Le gouvernement de Benjamin Netanyahu peut difficilement accepter la condition posée par Pékin alors qu’il ne dispose que d’une seule voix de majorité au Parlement, ce qui le place sous la dépendance du puissant lobby des résidents des implantations, le conseil de Yesha.

Le responsable a assuré que la demande de Pékin « n’a aucun rapport avec la campagne mondiale lancée par BDS », (Boycott, désinvestissements, sanctions) un groupe d’ONG qui appelle à boycotter Israël.

Le gouvernement est impatient de voir l’accord avec la Chine finalisé dans l’espoir que l’afflux de travailleurs étrangers augmentera le taux de construction de logements en Israël et réduira les coûts de nouvelles maisons.

Le désaccord sur les travailleurs chinois survient dans un contexte tendu : ces derniers jours, un grand syndicat étudiant britannique a rejoint BDS et les Palestiniens ont tenté d’obtenir la suspension d’Israël de la Fifa.

Une polémique a également éclaté avec le PDG français du groupe Orange, Stéphane Richard, qui a affirmé qu’il souhaitait mettre fin à l’accord de licence de marque liant Orange à la compagnie israélienne Partner. Ses propos ont été perçus comme une volonté de quitter Israël – ce que M. Richard a démenti.

Selon le responsable israélien, la demande chinoise « semble plutôt liée à la position diplomatique de Pékin, qui soutient la création d’un Etat palestinien et s’oppose à la présence d’Israël » en Cisjordanie.

L’année dernière, Israël souhaitait, selon le quotidien Haaretz, augmenter de 8 000 le nombre de travailleurs dans le bâtiment puis de le porter à 15 000 afin d’accélérer la construction de logements et de provoquer une baisse des prix. Sans un accord avec la Chine, atteindre de tels quotas semble pratiquement impossible.

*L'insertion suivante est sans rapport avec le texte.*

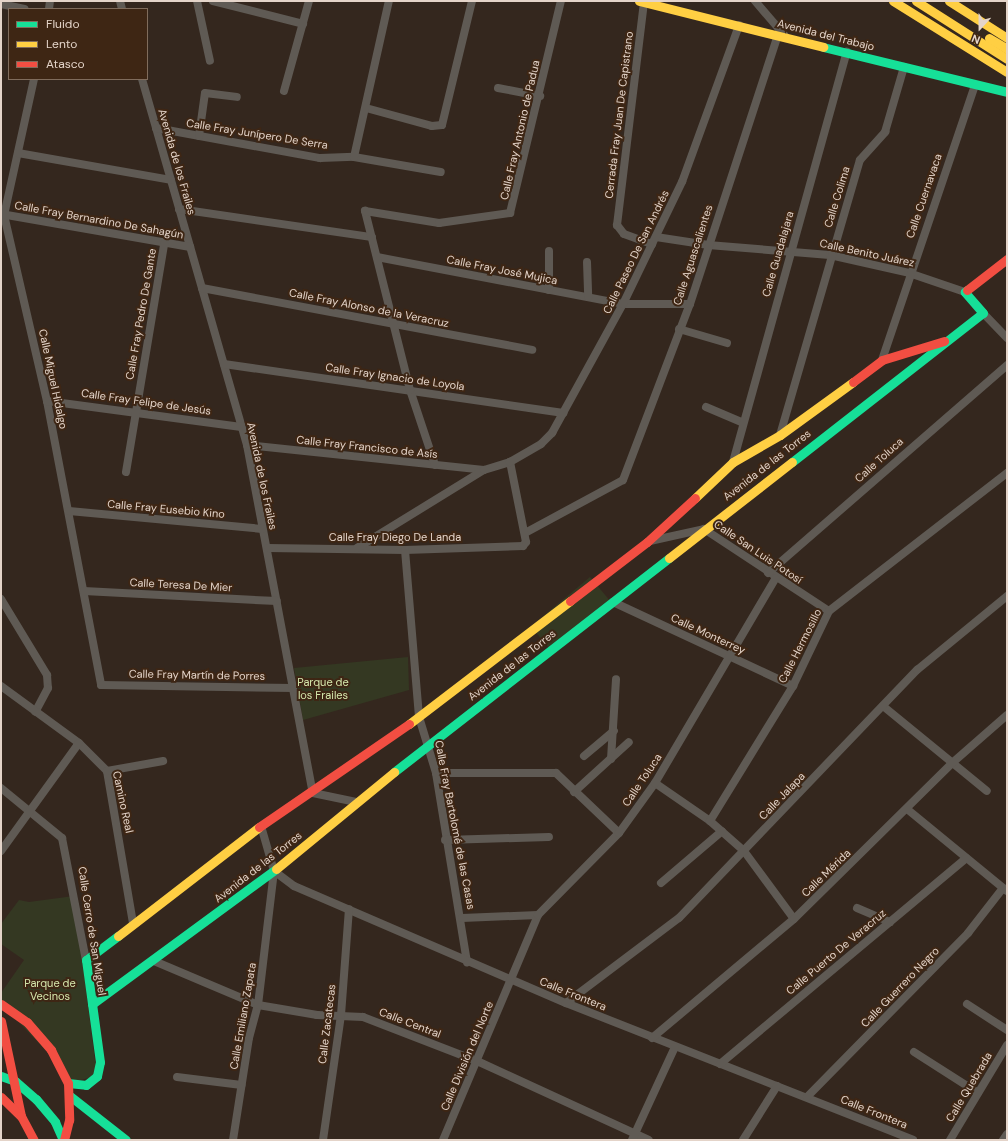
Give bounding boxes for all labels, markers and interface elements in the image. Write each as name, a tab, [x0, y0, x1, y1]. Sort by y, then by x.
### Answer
legend	[8, 8, 148, 80]
north arrow	[960, 8, 1000, 48]
text: Fluido	[46, 16, 80, 32]
street label: Avenida del Trabajo	[776, 17, 876, 53]
street label: Cerrada Fray Juan De Capistrano	[602, 31, 636, 199]
text: N	[969, 31, 982, 47]
text: Lento	[46, 36, 77, 52]
text: Atasco	[46, 56, 85, 72]
street label: Calle Fray Antonio de Padua	[498, 59, 542, 201]
street label: Avenida de los Frailes	[156, 108, 198, 216]
street label: Calle Fray Junípero De Serra	[185, 116, 329, 152]
street label: Calle Cuernavaca	[903, 152, 945, 240]
street label: Calle Colima	[821, 165, 853, 229]
street label: Calle Paseo De San Andrés	[600, 188, 672, 316]
street label: Calle Fray Bernardino De Sahagún	[13, 199, 185, 241]
street label: Calle Aguascalientes	[670, 203, 716, 307]
street label: Calle Guadalajara	[759, 210, 797, 298]
street label: Calle Benito Juárez	[819, 237, 915, 269]
street label: Calle Fray Pedro De Gante	[123, 247, 159, 381]
street label: Calle Fray José Mujica	[445, 253, 559, 287]
street label: Calle Fray Alonso de la Veracruz	[288, 286, 450, 330]
street label: Calle Miguel Hidalgo	[36, 328, 70, 430]
street label: Calle Fray Ignacio de Loyola	[325, 361, 465, 393]
street label: Calle Fray Felipe de Jesús	[80, 386, 212, 418]
street label: Avenida de los Frailes	[244, 421, 280, 531]
street label: Avenida de las Torres	[721, 427, 813, 503]
street label: Calle Fray Francisco de Asís	[296, 433, 438, 461]
street label: Calle Toluca	[852, 435, 906, 485]
street label: Calle Fray Eusebio Kino	[107, 497, 225, 521]
street label: Calle San Luis Potosí	[711, 518, 805, 586]
street label: Calle Fray Diego De Landa	[329, 530, 461, 544]
street label: Calle Teresa De Mier	[129, 576, 233, 594]
street label: Calle Hermosillo	[776, 607, 824, 685]
street label: Calle Monterrey	[669, 611, 747, 657]
street label: Avenida de las Torres	[466, 627, 558, 703]
street label: Calle Fray Martín de Porres	[129, 667, 265, 683]
park label: Parque de los Frailes	[297, 676, 349, 702]
street label: Calle Fray Bartolomé de las Casas	[432, 739, 478, 911]
street label: Calle Toluca	[620, 751, 664, 809]
street label: Camino Real	[110, 770, 136, 834]
street label: Calle Jalapa	[756, 770, 808, 822]
street label: Avenida de las Torres	[212, 829, 304, 905]
street label: Calle Mérida	[799, 846, 853, 900]
street label: Calle Cerro de San Miguel	[75, 866, 109, 996]
street label: Calle Puerto De Veracruz	[784, 906, 888, 998]
street label: Calle Guerrero Negro	[858, 944, 942, 1030]
street label: Calle Emiliano Zapata	[227, 961, 259, 1071]
street label: Calle Frontera	[538, 975, 608, 1013]
park label: Parque de Vecinos	[24, 977, 76, 1003]
street label: Calle Zacatecas	[316, 983, 338, 1065]
street label: Calle División del Norte	[438, 999, 496, 1113]
street label: Calle Central	[377, 1005, 443, 1041]
street label: Calle Quebrada	[943, 1050, 995, 1124]
street label: Calle Frontera	[839, 1093, 909, 1131]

Israël travaille depuis plusieurs années à la régulation de l’arrivée de travailleurs étrangers, qui, dans le passé a été gérée par les agences de main-d’œuvre et qui fait l’objet de préoccupations en raison des possibles conditions abusives et illégales imposées aux travailleurs.

Selon l’article, l’organisation à but non lucratif de défense des droits des travailleurs étrangers, Kav LaOved, a reçu des témoignages dans le passé de certains travailleurs chinois qui leur ont expliqué qu’ils étaient tenus de payer une commission de 30 000 dollars pour les agences de main-d’œuvre pour qu’ils puissent trouver un emploi en Israël.

Prendre une commission d’un travailleur est illégal en vertu de la loi israélienne, selon laquelle les agences ne peuvent être indemnisées que pour les coûts de transport.

Pour les ouvriers en construction qui gagnent en moyenne 6 000 shekels par mois, une commission importante les met à la merci des agences de main-d’œuvre pour des années (jusqu’à ce que la dette ait été remboursée) – soulevant des inquiétudes éthiques sur ce genre d’arrangements.

Israël a conclu des accords bilatéraux permettant l’emploi d’immigrés avec la Thaïlande, le Sri Lanka pour l’agriculture, la Bulgarie, la Moldavie et la Roumanie – bien que ce dernier accord stipulait que ses citoyens ne devraient pas travailler sur des projets d’implantations au-delà de la Ligne verte – pour les ouvriers du bâtiment tandis que des négociations sont en cours avec le Népal et le Sri Lanka pour les employés des services à la personne.

Même avec ce nouvel accord qui émerge, le gouvernement chinois, comme à son habitude, fera payer une commission pour chaque travailleur qu’il envoie – le salaire d’un mois pour chaque année où il a été employé.

Au cours de la durée normale d’un contrat de cinq ans, ce coût reviendra à environ 7 750 dollars, une somme qui, selon les affirmations d’Israël, sera réglée par les entrepreneurs plutôt que par les travailleurs de la construction. On ne sait pas encore si les entrepreneurs israéliens ont accepté l’idée.